## [Your instructions]
Using the listing below, determine the count of lines with the word "nowrap" and reply only with it.

• • •

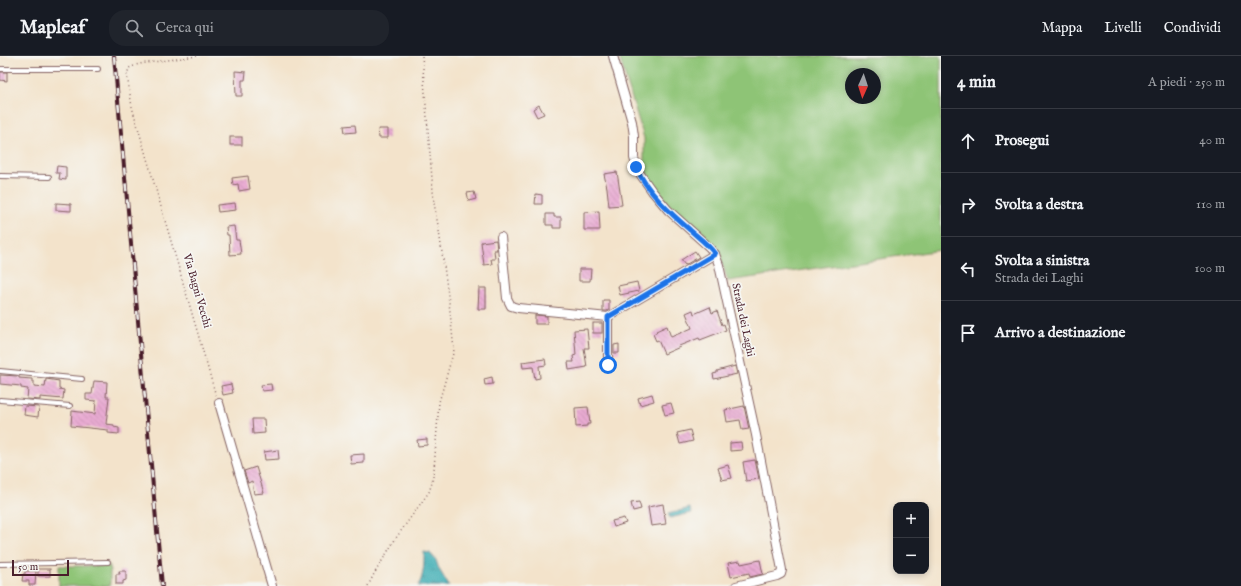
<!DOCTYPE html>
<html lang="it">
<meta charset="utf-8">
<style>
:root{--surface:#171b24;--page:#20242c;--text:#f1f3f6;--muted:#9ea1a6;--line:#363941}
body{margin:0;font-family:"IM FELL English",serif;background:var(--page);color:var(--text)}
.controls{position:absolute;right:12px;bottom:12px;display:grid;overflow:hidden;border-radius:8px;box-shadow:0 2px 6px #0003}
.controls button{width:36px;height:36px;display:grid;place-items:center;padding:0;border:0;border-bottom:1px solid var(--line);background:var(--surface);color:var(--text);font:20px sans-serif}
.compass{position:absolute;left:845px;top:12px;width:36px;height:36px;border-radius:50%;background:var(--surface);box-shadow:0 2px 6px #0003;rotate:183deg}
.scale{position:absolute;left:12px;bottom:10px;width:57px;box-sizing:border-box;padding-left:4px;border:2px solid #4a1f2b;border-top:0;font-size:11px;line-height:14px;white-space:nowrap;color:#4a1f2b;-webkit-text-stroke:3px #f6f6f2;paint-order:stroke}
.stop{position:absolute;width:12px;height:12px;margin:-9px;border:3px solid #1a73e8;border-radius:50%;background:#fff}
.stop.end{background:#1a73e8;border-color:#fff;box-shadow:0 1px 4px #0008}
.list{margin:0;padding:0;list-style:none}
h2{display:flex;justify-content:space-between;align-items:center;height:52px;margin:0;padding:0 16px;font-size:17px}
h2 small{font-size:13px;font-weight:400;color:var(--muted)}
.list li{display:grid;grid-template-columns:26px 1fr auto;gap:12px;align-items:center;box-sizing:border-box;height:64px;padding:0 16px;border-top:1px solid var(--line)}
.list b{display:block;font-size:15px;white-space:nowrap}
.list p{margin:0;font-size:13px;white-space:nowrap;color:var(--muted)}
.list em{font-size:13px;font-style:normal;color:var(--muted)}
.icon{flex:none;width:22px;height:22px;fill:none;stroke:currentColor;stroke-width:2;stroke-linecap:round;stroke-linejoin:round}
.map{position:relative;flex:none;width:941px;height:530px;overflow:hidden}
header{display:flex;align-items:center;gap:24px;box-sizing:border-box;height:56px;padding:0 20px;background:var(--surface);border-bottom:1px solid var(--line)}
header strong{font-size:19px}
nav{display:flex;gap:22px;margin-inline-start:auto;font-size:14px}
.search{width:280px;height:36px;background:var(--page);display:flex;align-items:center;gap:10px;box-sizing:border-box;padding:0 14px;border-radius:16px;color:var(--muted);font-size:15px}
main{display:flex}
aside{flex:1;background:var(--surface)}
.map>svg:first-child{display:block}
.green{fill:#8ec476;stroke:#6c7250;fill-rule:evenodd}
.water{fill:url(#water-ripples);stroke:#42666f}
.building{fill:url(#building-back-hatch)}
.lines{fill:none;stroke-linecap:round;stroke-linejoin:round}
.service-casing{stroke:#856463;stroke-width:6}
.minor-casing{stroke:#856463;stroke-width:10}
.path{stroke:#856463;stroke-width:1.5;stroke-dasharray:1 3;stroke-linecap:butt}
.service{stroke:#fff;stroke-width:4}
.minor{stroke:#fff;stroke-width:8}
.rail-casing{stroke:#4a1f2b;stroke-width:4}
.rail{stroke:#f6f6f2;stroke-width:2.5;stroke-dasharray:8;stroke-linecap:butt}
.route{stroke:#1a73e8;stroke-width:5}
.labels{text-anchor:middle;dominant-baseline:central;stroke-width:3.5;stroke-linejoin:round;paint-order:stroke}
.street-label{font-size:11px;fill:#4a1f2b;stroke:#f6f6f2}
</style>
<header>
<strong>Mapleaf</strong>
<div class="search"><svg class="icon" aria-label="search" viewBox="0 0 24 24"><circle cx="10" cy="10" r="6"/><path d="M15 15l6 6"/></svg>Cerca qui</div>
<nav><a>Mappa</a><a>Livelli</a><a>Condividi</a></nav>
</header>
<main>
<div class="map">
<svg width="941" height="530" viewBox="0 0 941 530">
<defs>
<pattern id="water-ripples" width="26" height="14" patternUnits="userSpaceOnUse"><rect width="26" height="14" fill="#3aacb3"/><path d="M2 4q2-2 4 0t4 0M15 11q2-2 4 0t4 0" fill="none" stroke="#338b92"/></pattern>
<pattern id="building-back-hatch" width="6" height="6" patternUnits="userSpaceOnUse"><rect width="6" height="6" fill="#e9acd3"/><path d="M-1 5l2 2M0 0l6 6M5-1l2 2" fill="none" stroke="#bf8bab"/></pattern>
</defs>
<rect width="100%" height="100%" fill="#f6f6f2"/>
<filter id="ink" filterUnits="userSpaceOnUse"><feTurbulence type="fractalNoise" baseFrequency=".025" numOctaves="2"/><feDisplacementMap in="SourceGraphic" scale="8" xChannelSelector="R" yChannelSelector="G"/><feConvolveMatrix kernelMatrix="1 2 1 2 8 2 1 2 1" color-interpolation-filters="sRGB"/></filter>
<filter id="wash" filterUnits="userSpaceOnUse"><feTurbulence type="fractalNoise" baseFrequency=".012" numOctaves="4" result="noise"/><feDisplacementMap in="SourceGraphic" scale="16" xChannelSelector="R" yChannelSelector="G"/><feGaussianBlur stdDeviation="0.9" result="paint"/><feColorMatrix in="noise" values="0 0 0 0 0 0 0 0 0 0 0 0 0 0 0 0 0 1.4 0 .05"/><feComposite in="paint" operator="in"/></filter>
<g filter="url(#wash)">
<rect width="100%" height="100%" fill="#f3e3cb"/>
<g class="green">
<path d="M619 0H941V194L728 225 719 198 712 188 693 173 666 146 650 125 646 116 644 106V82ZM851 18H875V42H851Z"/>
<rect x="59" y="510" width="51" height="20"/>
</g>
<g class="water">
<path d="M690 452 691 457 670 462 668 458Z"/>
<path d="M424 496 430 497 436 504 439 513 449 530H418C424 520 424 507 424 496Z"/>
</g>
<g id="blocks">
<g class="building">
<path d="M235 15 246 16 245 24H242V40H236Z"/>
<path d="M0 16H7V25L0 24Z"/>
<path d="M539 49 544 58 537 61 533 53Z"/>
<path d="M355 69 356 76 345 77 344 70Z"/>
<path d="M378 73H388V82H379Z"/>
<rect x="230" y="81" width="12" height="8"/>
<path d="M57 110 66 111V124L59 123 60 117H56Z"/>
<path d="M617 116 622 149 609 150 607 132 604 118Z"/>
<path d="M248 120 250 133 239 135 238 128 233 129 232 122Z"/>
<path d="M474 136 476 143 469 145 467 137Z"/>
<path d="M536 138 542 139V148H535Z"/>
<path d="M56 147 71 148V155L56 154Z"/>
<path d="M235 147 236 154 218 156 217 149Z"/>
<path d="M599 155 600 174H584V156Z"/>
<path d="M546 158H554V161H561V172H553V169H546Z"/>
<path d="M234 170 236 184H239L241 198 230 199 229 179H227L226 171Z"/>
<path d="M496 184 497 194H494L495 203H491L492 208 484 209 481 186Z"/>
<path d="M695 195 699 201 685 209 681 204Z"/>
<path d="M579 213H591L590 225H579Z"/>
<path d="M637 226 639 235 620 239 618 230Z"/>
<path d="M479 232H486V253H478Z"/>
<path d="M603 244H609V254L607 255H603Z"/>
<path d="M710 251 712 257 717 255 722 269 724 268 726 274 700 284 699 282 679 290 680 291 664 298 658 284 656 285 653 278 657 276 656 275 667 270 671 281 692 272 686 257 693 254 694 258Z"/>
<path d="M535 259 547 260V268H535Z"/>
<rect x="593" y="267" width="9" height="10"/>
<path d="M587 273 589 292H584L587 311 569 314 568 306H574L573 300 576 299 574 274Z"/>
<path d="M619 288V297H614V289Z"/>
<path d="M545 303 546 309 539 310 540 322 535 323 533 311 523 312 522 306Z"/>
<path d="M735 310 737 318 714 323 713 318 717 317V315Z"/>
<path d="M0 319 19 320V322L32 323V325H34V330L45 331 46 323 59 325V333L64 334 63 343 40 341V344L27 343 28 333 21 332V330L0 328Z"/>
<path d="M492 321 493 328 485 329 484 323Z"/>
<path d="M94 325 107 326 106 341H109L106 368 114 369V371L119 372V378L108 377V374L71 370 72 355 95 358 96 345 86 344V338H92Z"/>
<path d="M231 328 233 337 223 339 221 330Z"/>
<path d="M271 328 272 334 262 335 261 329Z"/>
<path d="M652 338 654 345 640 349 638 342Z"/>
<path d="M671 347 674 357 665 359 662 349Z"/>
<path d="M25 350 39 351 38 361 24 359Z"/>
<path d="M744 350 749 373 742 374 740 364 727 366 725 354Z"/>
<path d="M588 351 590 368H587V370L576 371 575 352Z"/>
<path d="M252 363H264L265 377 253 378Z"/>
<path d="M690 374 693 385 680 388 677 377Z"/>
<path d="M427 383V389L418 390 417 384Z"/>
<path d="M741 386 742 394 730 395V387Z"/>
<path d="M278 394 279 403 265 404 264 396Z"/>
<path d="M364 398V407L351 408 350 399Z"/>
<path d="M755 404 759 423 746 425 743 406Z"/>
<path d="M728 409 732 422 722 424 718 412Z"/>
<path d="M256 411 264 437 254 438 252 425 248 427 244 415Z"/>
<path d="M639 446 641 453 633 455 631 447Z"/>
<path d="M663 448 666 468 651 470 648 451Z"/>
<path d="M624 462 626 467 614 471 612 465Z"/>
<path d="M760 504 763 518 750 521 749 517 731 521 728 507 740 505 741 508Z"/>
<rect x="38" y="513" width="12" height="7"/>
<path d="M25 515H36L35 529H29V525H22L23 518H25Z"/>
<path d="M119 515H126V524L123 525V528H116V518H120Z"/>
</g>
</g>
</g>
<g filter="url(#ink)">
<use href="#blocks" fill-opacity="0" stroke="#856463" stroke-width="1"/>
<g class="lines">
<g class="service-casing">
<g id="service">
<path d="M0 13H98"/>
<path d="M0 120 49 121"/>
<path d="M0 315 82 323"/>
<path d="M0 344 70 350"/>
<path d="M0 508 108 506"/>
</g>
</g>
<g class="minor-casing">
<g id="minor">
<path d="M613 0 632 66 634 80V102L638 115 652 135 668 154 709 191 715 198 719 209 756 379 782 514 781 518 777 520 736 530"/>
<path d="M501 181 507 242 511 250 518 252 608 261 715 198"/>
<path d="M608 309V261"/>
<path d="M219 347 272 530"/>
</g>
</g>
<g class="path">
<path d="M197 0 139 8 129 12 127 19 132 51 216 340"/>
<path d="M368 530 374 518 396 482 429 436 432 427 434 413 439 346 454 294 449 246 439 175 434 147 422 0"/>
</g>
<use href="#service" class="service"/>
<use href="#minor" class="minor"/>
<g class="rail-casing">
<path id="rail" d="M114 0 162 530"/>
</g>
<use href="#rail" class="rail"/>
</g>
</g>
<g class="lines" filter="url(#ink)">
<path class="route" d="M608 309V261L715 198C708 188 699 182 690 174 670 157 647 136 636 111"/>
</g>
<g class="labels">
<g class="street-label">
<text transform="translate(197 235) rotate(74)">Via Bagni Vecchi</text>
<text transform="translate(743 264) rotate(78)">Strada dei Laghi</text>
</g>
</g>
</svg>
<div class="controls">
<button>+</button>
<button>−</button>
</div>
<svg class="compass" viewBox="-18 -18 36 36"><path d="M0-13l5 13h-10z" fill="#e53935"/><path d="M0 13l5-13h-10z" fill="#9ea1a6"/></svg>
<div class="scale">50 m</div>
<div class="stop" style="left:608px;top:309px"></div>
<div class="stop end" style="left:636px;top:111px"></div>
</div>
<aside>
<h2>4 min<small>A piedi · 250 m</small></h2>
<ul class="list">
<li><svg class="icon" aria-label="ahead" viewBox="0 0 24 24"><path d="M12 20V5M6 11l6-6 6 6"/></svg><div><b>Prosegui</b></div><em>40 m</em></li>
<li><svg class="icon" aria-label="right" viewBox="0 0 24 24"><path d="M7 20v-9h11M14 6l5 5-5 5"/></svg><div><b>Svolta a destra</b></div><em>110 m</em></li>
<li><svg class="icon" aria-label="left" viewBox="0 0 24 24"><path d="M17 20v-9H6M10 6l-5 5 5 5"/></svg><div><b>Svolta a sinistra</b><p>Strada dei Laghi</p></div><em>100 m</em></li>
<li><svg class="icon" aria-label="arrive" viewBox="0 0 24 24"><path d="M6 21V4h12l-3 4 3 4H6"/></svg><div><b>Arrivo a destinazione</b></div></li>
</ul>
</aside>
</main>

• • •

## [Result for this task]
3